Em síntese, as medidas cautelares patrimoniais são, hoje, um dos aspectos mais polêmicos do processo criminal e matéria em que o Código de Processo Penal definitivamente demonstra o peso de seus 82 anos. O surgimento dos megaprocessos e a tendência de "patrimonialização" da repressão criminal tornam urgentes a criação de saídas ao impasse da constrição patrimonial indefinida ou por tempo irrazoável.

 


[1] LUCCHESI, G. B.; NAVARRO ZONTA, I. Sequestro dos proventos do crime: limites à solidariedade na decretação de medidas assecuratórias. Revista Brasileira de Direito Processual Penal[S. l.], v. 6, nº 2, p. 735–764, 2020. DOI: 10.22197/rbdpp.v6i2.353. Disponível em: https://revista.ibraspp.com.br/RBDPP/article/view/353. Acesso em: 23 abr. 2023.

[2] Idem.

[3] BADARÓ, Gustavo. Processo Penal — Ed. 2022. São Paulo (SP): Editora Revista dos Tribunais. 2022. Disponível em: https://thomsonreuters.jusbrasil.com.br/doutrina/1728399931/processo-penal-ed-2022. Acesso em: 23 de Abril de 2023.
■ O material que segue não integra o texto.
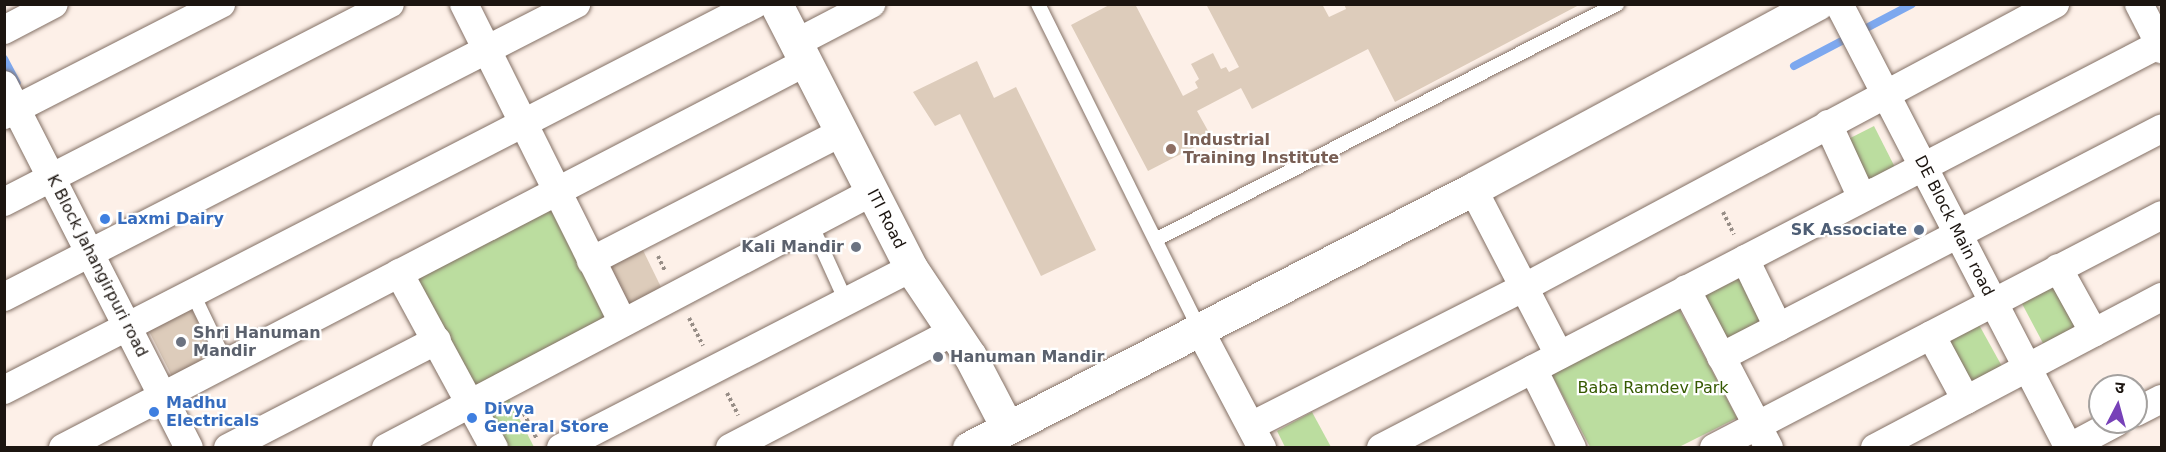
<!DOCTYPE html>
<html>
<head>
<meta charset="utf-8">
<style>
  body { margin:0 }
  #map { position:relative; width:2166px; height:452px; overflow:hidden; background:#fdf0e8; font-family:"DejaVu Sans","Noto Sans Devanagari",sans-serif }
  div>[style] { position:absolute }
  .green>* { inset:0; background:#bbdd9f; transform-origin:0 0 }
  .stream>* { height:8px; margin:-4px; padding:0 4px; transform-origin:4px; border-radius:4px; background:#7da8ef }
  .building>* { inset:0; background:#dcb; transform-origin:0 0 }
  .path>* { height:4px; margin-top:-2px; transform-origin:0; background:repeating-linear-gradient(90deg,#978d86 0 3px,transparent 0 6px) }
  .roads { filter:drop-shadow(0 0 2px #837065) drop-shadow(0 0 2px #837065) }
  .service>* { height:14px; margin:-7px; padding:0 7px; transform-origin:7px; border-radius:7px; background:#fff }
  .minor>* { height:28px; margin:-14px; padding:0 14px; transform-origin:14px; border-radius:14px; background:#fff }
  .tertiary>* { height:33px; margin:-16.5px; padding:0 16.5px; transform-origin:16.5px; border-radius:16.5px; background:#fff }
  .dots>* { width:16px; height:16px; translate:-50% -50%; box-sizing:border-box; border:3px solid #fff; border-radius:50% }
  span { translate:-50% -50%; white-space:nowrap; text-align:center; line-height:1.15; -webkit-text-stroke:4.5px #fff; paint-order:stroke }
  .education-label { font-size:16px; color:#785e54; font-weight:700 }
  .left { translate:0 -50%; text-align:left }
  .shop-label { font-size:16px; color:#366cbe; font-weight:700 }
  .street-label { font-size:16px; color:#1c1510 }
  .service-label { font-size:16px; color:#4e5e75; font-weight:700 }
  .right { translate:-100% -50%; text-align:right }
  .worship-label { font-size:16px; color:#5b616d; font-weight:700 }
  .park-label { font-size:16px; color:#365a02 }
  .frame { position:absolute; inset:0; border:6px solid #1c1510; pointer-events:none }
  .north { position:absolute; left:2088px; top:374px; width:60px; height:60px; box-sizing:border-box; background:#fff; border:2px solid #a4a19f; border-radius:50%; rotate:6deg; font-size:16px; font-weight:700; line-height:24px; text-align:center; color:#1c1510 }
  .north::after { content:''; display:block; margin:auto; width:21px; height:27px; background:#7741b8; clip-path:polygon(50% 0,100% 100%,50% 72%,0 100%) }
</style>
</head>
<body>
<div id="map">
  <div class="green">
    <i style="left:1874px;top:126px;width:49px;height:32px;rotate:63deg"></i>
    <i style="left:551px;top:206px;width:126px;height:153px;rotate:62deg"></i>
    <i style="left:1742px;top:277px;width:51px;height:42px;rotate:63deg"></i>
    <i style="left:2057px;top:280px;width:55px;height:42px;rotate:62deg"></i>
    <i style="clip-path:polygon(1678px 307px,1737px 418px,1679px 447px,1590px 447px,1551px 373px)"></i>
    <i style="left:1978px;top:323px;width:54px;height:43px;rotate:61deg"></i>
    <i style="clip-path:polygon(506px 393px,534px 447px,498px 447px,477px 407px)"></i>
    <i style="clip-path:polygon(1312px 412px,1331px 447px,1285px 447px,1277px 431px)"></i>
  </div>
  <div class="stream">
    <i style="left:4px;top:59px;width:27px;rotate:62deg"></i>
    <i style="left:1794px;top:66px;width:133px;rotate:-27.7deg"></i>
  </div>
  <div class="building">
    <i style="clip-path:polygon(1111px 4px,1135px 4px,1183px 96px,1198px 88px,1195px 82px,1199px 79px,1191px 64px,1213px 53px,1221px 69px,1226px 67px,1229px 72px,1239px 67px,1206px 4px,1322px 4px,1329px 17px,1346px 9px,1344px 4px,1581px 4px,1395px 102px,1368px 49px,1252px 109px,1241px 88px,1197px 111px,1212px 138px,1148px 171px,1071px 25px)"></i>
    <i style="clip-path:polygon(977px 61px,994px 98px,1016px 87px,1096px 250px,1041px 276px,960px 114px,935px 126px,913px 92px)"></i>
    <i style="left:639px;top:242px;width:59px;height:44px;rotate:64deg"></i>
    <i style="left:190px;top:306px;width:57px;height:48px;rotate:63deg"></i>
  </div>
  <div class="path">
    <i style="left:1723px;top:212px;width:25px;rotate:64deg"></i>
    <i style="left:658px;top:256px;width:17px;rotate:65deg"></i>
    <i style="left:689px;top:318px;width:31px;rotate:63deg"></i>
    <i style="left:727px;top:393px;width:25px;rotate:63deg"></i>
    <i style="left:521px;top:408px;width:35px;rotate:63deg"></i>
  </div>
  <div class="roads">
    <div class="service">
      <i style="left:1038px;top:4px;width:360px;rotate:63.6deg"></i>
      <i style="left:811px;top:224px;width:85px;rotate:65.6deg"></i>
      <i style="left:1157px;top:239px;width:517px;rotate:-27.06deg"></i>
      <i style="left:193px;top:294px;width:76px;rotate:64.4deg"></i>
    </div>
    <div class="minor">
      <i style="left:464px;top:4px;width:356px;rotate:63.5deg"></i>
      <i style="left:1839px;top:4px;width:500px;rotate:62.62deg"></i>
      <i style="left:2139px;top:4px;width:51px;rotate:62.9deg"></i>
      <i style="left:4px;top:30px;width:56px;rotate:-27.5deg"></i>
      <i style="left:796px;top:43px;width:85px;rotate:-27.5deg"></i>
      <i style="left:4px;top:85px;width:407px;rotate:63deg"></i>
      <i style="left:4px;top:115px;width:244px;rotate:-27.1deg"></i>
      <i style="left:1828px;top:124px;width:81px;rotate:65.3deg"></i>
      <i style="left:1473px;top:189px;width:187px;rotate:62.6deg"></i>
      <i style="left:4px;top:202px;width:434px;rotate:-27.2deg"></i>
      <i style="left:1745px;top:259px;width:76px;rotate:64.1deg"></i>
      <i style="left:591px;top:261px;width:282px;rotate:-27.2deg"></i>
      <i style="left:2058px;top:268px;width:74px;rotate:61deg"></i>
      <i style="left:399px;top:273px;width:199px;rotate:61.5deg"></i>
      <i style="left:1686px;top:289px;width:179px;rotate:62.4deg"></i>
      <i style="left:4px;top:297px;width:643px;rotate:-27.12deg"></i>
      <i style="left:1198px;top:327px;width:137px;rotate:62.1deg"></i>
      <i style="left:1931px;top:335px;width:74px;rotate:61.7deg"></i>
      <i style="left:1721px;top:357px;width:497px;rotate:-27.4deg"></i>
      <i style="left:1533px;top:369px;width:88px;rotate:63.7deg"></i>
      <i style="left:4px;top:390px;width:844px;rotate:-27.2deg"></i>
      <i style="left:2136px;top:412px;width:29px;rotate:-27deg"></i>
      <i style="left:1251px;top:426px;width:307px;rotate:-26.9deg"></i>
      <i style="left:1525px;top:287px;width:601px;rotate:-28.1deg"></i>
      <i style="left:63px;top:448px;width:837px;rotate:-27.45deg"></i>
      <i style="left:228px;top:448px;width:235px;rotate:-27.3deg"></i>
      <i style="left:386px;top:448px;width:549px;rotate:-27.78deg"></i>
      <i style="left:561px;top:448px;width:394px;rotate:-27.2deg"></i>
      <i style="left:730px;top:448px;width:249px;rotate:-27.5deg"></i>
      <i style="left:1381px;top:448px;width:880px;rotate:-27.41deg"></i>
      <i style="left:1714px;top:448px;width:505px;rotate:-27.48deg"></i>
      <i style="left:1875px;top:448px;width:324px;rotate:-27.8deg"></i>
      <i style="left:2068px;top:448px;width:55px;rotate:-28deg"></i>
    </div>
    <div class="tertiary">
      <i style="left:776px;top:4px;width:297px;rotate:62.9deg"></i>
      <i style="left:911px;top:268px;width:106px;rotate:56.2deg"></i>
      <i style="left:970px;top:356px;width:80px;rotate:62.5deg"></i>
      <i style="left:969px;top:448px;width:567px;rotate:-27.2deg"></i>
      <i style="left:1473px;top:189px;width:391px;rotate:-28.3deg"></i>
    </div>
  </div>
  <div class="dots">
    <i style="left:1171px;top:149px;background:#8d6e63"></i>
    <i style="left:105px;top:219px;background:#3f7fe0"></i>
    <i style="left:1919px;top:230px;background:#5c6f8a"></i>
    <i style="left:856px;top:247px;background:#6b7280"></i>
    <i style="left:181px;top:342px;background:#6b7280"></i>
    <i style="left:938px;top:357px;background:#6b7280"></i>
    <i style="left:154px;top:412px;background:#3f7fe0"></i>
    <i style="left:472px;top:418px;background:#3f7fe0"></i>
  </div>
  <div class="education-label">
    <span class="left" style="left:1183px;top:149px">Industrial<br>Training Institute</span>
  </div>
  <div class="shop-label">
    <span class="left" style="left:117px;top:219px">Laxmi Dairy</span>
    <span class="left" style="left:166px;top:412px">Madhu<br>Electricals</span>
    <span class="left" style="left:484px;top:418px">Divya<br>General Store</span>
  </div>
  <div class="street-label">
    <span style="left:886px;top:219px;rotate:63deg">ITI Road</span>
    <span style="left:1954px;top:226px;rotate:63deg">DE Block Main road</span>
    <span style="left:97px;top:266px;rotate:63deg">K Block Jahangirpuri road</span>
  </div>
  <div class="service-label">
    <span class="right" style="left:1907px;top:230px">SK Associate</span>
  </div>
  <div class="worship-label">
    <span class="right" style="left:844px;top:247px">Kali Mandir</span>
    <span class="left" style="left:193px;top:342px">Shri Hanuman<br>Mandir</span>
    <span class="left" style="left:950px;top:357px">Hanuman Mandir</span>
  </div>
  <div class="park-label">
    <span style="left:1653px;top:388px">Baba Ramdev Park</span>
  </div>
  <div class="frame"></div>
  <div class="north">उ</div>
</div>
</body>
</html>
[4] Nesse sentido, o seguinte precedente do STJ: "O princípio da razoabilidade impede que, no caso, o prazo previsto no artigo 131, inciso I, do Código de Processo Penal incida de forma peremptória, nomeadamente porque as instâncias ordinárias consignaram a extrema complexidade do feito, instaurado contra dezenas de investigados para apurar fraudes na execução de obras e contratações feitas por órgãos públicos e diversos municípios, todos em tese a se beneficiar ilicitamente de recursos da União repassados mediante convênios". (RMS nº 36.728/MT, relatora ministra Laurita Vaz, Quinta Turma, julgado em 12/11/2013, DJe de 25/11/2013).

[5] PRATES, Fernanda; BOTTINO, Thiago. Megaprocessos e o exercício do direito de defesa: uma abordagem empírica. Revista Brasileira de Ciências Criminais, São Paulo, vol. 162, ano nº 27, p. 145-170, dez/2019.

[6] Aliás, o próprio Código de Processo Civil, em seu artigo 835, §2°, equipara o dinheiro ao seguro garantia judicial, para fins de substituição de penhora.

[7] A defesa foi patrocinada pelo escritório Almeida Castro, Castro e Turbay Advogados.